Das „Bartholdy Quintett“ beendete die Saison der Klassischen Konzerte mit feiner Kammermusik
Dass eine anständige Rockband aus fünf Leuten bestehen muss, weiß man spätestens seit Frank Goosen. Auch in der klassischen Kammermusik ist ein Quintett aus Bläsern eine Standardformation, für die unglaublich viel tolle Musik geschrieben wurde. Weniger bekannt ist die Besetzung mit fünf Streichern, aber gerade dieses fünfte Instrument – manchmal ist es ein zweites Cello, manchmal eine zweite Viola – erschließt im Vergleich zum gängigeren Streichquartett spannende klangliche Möglichkeiten. Diesem kleinen, aber feinen Repertoire hat sich das „Bartholdy Quintett“ verschrieben, das am Freitagabend in der fast ausverkauften Mälzerei zu Gast war. Im Mendelssohnjahr 2009 haben Ulf Schneider und Anke Dill (Violine), Barbara Westphal und Volker Jacobsen (Viola) und Gustav Rivinius (Violoncello), die alle Professuren an bedeutenden Hochschulen haben und mit verschiedenen preisgekrönten Kammermusik-Formationen unterwegs sind, sich als festes Quintett zusammengetan, um sich den im Konzertbetrieb oft etwas stiefmütterlich behandelten Repertoire zu widmen. Dabei regen sie auch immer wieder zeitgenössische Komponisten an, Neues für das Bartholdy Quintett zu schreiben.
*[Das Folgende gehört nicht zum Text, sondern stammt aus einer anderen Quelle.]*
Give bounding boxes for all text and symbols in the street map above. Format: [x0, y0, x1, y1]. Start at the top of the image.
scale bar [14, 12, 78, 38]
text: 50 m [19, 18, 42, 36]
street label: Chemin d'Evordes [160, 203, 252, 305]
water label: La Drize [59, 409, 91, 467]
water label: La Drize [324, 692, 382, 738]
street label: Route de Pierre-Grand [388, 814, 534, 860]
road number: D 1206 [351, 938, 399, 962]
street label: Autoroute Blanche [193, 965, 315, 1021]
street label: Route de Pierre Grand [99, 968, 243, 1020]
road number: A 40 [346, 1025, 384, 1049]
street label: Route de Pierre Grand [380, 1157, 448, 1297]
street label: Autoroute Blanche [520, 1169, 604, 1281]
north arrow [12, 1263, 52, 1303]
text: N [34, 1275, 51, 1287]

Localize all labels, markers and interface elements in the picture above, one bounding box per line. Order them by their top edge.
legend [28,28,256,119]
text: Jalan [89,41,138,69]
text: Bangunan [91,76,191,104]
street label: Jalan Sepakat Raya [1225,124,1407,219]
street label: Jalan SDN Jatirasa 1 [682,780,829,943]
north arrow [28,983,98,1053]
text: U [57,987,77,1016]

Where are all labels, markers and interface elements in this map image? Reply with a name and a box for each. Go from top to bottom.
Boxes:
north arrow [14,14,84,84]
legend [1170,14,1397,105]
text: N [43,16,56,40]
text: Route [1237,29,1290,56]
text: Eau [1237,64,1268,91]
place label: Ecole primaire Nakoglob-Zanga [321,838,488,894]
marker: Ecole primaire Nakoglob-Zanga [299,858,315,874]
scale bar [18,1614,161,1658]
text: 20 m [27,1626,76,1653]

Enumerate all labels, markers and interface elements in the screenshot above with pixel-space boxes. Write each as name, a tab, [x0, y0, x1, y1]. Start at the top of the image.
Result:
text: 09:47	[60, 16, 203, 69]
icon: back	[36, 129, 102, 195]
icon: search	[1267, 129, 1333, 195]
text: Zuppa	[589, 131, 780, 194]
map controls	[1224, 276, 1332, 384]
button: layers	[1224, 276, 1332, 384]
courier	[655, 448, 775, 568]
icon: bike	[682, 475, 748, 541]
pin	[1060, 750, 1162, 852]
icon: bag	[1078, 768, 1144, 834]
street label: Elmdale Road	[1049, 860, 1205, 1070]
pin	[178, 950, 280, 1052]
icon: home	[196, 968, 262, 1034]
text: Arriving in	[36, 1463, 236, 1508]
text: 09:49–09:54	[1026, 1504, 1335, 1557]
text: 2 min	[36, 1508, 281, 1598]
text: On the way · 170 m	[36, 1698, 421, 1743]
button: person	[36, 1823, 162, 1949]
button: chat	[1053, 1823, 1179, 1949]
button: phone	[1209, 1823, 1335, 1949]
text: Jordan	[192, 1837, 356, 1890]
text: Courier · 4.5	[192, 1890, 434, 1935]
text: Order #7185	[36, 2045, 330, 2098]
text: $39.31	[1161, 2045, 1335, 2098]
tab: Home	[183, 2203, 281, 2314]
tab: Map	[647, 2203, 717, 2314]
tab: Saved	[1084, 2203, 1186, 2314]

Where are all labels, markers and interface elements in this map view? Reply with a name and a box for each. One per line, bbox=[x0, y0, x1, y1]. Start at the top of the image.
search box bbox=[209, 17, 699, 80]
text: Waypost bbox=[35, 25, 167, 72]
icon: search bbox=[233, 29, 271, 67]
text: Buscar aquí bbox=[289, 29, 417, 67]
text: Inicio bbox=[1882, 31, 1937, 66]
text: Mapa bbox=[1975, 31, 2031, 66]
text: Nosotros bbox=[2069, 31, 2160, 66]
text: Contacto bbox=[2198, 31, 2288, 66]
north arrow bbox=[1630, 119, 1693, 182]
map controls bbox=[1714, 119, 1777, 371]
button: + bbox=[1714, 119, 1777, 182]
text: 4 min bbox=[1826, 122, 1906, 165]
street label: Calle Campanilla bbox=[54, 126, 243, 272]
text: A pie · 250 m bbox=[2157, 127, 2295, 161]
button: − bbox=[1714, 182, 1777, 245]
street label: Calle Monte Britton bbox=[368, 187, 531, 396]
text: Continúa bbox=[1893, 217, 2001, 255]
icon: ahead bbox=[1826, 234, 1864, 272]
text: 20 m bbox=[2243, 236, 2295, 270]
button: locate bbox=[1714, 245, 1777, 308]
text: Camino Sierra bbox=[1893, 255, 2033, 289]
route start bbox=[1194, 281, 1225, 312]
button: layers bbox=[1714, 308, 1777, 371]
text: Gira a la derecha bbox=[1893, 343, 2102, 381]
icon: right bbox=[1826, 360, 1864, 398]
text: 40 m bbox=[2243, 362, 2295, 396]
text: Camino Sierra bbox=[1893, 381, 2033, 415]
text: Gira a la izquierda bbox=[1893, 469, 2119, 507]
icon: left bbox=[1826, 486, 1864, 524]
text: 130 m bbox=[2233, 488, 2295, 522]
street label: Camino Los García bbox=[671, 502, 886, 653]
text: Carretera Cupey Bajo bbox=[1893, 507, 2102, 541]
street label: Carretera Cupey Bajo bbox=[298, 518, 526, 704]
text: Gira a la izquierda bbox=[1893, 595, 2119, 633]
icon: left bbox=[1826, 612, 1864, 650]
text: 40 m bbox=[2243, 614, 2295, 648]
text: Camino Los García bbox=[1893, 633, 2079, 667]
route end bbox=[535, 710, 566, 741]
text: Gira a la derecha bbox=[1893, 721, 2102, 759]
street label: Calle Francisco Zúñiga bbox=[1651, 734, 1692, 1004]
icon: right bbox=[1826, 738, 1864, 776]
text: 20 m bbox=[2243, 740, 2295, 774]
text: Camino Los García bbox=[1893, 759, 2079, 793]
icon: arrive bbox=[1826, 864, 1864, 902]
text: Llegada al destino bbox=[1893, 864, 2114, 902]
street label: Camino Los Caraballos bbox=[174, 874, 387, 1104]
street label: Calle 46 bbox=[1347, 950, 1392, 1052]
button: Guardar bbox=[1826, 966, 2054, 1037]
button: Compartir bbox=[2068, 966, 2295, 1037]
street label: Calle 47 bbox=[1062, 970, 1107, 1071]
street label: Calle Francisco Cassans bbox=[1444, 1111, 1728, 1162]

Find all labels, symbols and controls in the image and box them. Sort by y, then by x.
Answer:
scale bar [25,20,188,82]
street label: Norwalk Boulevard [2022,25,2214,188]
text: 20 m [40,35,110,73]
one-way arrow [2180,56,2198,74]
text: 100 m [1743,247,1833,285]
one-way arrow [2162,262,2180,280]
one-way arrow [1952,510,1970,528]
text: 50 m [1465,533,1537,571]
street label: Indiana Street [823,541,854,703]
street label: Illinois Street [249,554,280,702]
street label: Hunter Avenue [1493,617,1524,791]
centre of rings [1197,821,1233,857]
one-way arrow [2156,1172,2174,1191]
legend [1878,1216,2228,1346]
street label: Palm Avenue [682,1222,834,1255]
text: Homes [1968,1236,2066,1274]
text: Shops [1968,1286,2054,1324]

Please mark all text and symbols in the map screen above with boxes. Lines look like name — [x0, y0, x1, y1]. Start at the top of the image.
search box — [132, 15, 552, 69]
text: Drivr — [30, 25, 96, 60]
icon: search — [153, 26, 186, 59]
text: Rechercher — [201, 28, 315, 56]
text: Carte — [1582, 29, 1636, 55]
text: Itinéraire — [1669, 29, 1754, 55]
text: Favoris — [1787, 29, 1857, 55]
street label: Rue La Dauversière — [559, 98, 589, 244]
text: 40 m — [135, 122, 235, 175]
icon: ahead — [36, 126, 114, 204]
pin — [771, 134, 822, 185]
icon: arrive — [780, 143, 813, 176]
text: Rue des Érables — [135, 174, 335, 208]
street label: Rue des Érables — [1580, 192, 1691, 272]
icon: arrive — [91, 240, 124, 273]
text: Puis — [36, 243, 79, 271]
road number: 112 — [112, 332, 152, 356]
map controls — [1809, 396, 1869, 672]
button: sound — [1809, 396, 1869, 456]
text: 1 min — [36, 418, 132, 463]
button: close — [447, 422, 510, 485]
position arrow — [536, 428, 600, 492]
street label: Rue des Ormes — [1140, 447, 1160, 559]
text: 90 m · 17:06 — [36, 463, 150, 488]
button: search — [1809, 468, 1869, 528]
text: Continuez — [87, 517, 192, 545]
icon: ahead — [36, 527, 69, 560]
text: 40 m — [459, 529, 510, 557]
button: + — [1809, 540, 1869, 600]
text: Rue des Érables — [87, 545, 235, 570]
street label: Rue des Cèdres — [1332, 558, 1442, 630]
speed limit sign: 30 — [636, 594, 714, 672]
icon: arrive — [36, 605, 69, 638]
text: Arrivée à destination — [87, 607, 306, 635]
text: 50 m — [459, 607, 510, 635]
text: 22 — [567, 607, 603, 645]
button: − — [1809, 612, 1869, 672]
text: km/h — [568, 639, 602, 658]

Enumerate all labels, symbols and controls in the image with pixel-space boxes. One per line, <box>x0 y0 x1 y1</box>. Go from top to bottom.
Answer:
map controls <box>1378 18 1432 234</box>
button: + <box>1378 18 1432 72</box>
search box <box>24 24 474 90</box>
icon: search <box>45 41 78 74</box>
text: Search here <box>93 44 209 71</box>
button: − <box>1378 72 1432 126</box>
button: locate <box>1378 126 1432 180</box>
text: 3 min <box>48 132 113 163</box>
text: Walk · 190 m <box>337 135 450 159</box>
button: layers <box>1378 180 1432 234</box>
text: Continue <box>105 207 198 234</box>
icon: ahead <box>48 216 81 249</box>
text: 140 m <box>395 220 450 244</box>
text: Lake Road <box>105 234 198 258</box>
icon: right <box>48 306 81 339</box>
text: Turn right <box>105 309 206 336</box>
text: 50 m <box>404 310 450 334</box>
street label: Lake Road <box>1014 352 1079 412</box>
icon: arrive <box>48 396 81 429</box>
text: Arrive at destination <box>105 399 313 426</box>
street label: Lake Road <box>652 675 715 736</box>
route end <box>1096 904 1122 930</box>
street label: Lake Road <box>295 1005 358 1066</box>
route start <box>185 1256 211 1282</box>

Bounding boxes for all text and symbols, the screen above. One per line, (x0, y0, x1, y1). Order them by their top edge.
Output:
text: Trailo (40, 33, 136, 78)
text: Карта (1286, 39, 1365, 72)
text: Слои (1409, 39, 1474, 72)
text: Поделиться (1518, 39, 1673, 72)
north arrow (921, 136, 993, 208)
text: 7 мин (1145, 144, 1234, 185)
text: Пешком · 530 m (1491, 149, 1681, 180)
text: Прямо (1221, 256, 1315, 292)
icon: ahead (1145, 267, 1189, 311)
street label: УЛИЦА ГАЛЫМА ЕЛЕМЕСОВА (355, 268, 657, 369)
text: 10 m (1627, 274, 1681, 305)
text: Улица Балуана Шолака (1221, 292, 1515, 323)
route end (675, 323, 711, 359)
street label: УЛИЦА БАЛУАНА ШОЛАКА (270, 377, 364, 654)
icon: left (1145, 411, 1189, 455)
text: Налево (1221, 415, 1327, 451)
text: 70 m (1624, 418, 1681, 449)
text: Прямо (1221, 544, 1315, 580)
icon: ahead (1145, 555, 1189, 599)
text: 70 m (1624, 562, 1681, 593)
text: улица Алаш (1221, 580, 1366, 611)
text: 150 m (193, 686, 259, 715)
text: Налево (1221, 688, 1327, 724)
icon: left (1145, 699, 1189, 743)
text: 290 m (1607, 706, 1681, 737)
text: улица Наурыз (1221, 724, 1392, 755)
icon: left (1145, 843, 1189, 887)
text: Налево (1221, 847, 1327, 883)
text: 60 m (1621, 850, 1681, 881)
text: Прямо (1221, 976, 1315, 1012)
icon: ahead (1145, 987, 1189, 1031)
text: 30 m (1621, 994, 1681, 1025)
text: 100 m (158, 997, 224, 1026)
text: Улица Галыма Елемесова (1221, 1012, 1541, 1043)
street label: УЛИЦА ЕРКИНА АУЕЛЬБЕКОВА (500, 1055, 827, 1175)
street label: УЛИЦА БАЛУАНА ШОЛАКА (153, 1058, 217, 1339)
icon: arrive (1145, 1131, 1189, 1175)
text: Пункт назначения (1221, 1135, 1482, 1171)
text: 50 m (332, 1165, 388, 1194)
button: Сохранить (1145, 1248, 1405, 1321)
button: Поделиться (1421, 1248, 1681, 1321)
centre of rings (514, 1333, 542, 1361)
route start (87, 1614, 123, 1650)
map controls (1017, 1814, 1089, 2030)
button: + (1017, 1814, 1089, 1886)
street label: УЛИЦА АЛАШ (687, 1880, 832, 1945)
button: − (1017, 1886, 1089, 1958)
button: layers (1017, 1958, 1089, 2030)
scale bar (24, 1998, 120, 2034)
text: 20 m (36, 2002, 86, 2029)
Der erste Komponist, der sich überhaupt mit der Gattung Streichquintett befasste, war W.A. Mozart. Sein D-Dur Quintett KV 593 hat er noch selbst mit seinem Vorbild Joseph Haydn gespielt, wahrscheinlich an der Bratsche. Die 1. Viola setzt Mozart im Quintett gerne in einen intensiven Dialog mit der 1. Violine, ihre Stimme ist oft auch genauso virtuos geführt wie diese. Während das c-moll und auch das g-moll-Quintett ernst und fast ein bisschen tragisch wirken, ist das D-Dur ein heiteres, durch und durch sonniges Stück. Die Leichtigkeit und Fröhlichkeit, mit der das Bartholdy Quintett hier agierte, darf aber nicht darüber hinweg täuschen, dass das Stück keineswegs leicht zu spielen und ausnehmend filigran und raffiniert gearbeitet ist. Man spürt, dass hier nicht einfach fünf versierte Solisten, sondern fünf ausgeprägte Kammermusiker wirklich gemeinsam musizieren, die jederzeit mit einem aufmerksamen Blick und einem wachen Ohr bei den Kollegen sind.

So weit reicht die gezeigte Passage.